Original music video
- "Loop" on YouTube

Eurovision Song Contest 2024 entry
- Country: Malta
- Artist(s): Sarah Bonnici
- Language: English
- Composer(s): John Emil Johansson; Kevin Lee; Joy Deb; Leire Gotxi Angel; Linnea Deb; Matthew James Borg; Michael Joe Cini; Sarah Bonnici; Sebastian Pritchard-James;
- Lyricist(s): Kevin Lee; Joy Deb; Leire Gotxi Angel; Linnea Deb; Michael Joe Cini; Sarah Bonnici; Sebastian Pritchard-James; Ale Zabala;

Finals performance
- Semi-final result: 16th
- Semi-final points: 13

Entry chronology
- ◄ "Dance (Our Own Party)" (2023)
- "Serving" (2025) ►

Official performance video
- "Loop" (Second Semi-Final) on YouTube

= Loop (Sarah Bonnici song) =

2024 song by Sarah Bonnici

"Loop" is a song by Maltese singer Sarah Bonnici. Self-described as a positive love song, it was written by Bonnici alongside seven other songwriters. It was officially self-released on 14 March 2024, and represented in the Eurovision Song Contest 2024 in Malmö. It did not qualify for the Eurovision final, finishing 16th and last place with 13 points during semi final 2.

== Background and composition ==
"Loop" was written by Sarah Bonnici alongside Sebastian Pritchard-James, John-Emil Johannson, Kevin Lee, Leire Gotxi Angel and Michael Joe Cini. The official revamped version also credited Joy Deb, Linnea Deb, John Emil Johansson and Matthew James Borg. In interviews with ESC Bubble's Ervin Juhász, Bonnici stated that the song was written solely to enter the contest. Bonnici later stated in another interview that the song was a "[positive] love song" about a person that was romantically interested in her. After an initial stage of teasing, Bonnici and her partner ended up in a happy "loop".

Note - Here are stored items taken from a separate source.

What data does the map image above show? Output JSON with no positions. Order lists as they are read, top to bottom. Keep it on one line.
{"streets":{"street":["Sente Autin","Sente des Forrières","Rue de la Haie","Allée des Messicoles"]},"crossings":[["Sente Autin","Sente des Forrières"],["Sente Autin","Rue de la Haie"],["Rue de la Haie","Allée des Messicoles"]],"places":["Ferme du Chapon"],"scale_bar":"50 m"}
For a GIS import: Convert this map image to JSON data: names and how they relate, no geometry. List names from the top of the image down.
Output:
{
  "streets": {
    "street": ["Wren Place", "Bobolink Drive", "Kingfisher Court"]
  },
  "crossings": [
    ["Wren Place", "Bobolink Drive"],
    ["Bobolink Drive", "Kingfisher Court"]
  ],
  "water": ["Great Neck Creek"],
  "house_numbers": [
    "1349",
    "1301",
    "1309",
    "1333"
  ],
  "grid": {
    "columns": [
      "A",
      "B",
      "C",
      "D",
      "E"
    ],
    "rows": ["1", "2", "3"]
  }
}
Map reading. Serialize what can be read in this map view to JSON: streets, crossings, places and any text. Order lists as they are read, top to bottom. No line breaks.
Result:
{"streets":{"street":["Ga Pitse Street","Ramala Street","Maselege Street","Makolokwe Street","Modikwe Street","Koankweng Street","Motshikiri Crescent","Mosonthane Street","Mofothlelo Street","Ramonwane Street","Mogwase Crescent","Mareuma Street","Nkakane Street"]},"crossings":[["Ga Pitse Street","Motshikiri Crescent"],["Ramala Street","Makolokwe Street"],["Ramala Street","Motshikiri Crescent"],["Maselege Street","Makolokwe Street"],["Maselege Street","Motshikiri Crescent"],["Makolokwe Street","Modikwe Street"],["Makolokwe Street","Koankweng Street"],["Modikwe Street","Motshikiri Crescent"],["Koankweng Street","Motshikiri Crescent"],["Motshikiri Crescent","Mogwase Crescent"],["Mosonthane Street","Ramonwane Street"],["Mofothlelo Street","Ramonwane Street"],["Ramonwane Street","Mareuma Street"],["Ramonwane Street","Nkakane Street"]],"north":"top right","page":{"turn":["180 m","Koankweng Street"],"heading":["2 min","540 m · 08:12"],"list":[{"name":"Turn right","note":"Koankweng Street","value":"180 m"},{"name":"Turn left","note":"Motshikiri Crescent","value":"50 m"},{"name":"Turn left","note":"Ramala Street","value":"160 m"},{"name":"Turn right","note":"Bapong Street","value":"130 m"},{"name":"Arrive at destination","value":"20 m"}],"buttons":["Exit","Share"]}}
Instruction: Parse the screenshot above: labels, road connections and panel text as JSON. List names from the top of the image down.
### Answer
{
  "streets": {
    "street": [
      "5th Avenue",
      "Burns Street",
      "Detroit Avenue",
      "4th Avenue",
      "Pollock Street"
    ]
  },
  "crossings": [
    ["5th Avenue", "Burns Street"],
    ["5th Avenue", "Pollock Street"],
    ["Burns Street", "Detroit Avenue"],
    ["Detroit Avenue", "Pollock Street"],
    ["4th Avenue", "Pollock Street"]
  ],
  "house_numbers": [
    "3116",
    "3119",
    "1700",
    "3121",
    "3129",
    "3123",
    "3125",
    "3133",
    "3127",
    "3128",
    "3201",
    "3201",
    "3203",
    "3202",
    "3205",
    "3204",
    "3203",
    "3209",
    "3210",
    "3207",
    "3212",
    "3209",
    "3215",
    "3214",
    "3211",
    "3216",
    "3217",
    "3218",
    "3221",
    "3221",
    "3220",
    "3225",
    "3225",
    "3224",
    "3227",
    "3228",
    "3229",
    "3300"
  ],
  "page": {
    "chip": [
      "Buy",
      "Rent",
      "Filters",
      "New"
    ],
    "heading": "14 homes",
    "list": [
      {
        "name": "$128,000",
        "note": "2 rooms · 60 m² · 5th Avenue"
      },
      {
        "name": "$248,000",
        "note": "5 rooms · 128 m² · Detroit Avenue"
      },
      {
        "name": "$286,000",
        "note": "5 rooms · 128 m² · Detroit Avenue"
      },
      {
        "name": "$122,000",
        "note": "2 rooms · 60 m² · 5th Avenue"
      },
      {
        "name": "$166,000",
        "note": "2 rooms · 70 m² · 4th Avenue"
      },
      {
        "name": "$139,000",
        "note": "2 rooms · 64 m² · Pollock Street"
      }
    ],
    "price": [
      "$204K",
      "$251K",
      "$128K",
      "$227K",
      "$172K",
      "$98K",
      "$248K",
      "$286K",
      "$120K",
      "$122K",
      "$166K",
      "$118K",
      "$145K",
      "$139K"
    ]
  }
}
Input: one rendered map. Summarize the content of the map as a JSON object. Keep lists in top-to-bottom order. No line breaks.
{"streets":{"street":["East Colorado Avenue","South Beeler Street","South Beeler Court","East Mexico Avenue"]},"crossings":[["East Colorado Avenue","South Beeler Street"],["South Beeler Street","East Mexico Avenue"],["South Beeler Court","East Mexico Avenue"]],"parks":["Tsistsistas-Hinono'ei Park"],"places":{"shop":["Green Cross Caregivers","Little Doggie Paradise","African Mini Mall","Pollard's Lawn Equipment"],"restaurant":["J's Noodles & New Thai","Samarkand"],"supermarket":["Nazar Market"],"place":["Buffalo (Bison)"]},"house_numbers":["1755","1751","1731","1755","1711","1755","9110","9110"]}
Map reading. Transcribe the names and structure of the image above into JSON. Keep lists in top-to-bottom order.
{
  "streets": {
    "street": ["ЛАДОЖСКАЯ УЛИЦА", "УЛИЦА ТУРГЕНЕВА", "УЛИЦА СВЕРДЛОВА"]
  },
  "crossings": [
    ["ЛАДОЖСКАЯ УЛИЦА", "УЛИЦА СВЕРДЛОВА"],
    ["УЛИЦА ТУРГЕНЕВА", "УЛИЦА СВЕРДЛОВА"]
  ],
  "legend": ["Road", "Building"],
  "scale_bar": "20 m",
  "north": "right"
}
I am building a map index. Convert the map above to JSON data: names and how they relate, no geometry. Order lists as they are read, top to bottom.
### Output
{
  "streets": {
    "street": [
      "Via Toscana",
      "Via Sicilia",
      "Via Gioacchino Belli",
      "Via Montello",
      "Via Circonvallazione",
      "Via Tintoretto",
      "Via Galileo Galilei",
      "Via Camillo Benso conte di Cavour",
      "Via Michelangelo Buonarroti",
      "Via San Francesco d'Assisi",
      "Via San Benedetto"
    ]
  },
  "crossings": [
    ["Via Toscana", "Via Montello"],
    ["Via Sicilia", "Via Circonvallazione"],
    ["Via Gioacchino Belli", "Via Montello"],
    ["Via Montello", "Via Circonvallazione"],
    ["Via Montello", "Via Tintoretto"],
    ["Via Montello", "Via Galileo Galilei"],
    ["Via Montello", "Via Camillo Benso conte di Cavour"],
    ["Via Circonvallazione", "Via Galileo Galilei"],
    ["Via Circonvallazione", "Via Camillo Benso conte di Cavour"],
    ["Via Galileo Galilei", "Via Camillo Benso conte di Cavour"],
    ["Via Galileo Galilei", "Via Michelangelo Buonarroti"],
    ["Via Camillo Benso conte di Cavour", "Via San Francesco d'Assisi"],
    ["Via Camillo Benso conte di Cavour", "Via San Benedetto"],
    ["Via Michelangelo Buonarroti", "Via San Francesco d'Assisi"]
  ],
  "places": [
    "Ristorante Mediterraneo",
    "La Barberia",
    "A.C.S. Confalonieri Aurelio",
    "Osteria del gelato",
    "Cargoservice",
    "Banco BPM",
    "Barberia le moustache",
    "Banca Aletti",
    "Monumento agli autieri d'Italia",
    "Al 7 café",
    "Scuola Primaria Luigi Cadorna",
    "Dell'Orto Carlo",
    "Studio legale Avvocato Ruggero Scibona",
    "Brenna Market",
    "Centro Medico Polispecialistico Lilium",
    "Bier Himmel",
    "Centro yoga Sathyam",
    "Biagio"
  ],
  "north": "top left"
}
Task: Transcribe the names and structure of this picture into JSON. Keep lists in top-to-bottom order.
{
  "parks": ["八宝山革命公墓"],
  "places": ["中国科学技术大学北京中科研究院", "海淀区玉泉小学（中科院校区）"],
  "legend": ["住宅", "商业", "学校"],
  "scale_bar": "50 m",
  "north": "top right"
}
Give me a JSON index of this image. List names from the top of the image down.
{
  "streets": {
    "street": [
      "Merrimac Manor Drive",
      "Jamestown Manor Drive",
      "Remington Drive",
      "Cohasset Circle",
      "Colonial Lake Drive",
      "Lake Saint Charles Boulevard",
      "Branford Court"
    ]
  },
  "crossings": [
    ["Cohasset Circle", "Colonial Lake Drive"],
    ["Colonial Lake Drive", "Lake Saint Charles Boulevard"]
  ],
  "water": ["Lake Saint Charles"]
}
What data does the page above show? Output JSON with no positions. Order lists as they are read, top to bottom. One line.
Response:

The song was announced as a participating entry in the Malta Eurovision Song Contest 2024 on 18 October 2023. It was first premiered during the first semi final on 27 October, which took place on the Maltese evening show XOW. A music video was filmed and premiered as part of the Malta Eurovision Song Contest on 1 February 2024. The official release of "Loop" took place on 14 March 2024, which featured a new version of the song and a music video which premiered on the official Eurovision Song Contest YouTube channel. The video featured newly-shot footage as well as parts of the previously-filmed music video.

== Music video and promotion ==
Along with the song's official release, an accompanying music video was released on the same day. An original music video was also released before its official release on 1 February. To further promote the song, Bonnici announced her intents to participate in various Eurovision pre-parties throughout the month of March and April, including Pre-Party ES 2024 on 30 March, the London Eurovision Party 2024 on the 7th, and Eurovision in Concert 2024 on the 13th.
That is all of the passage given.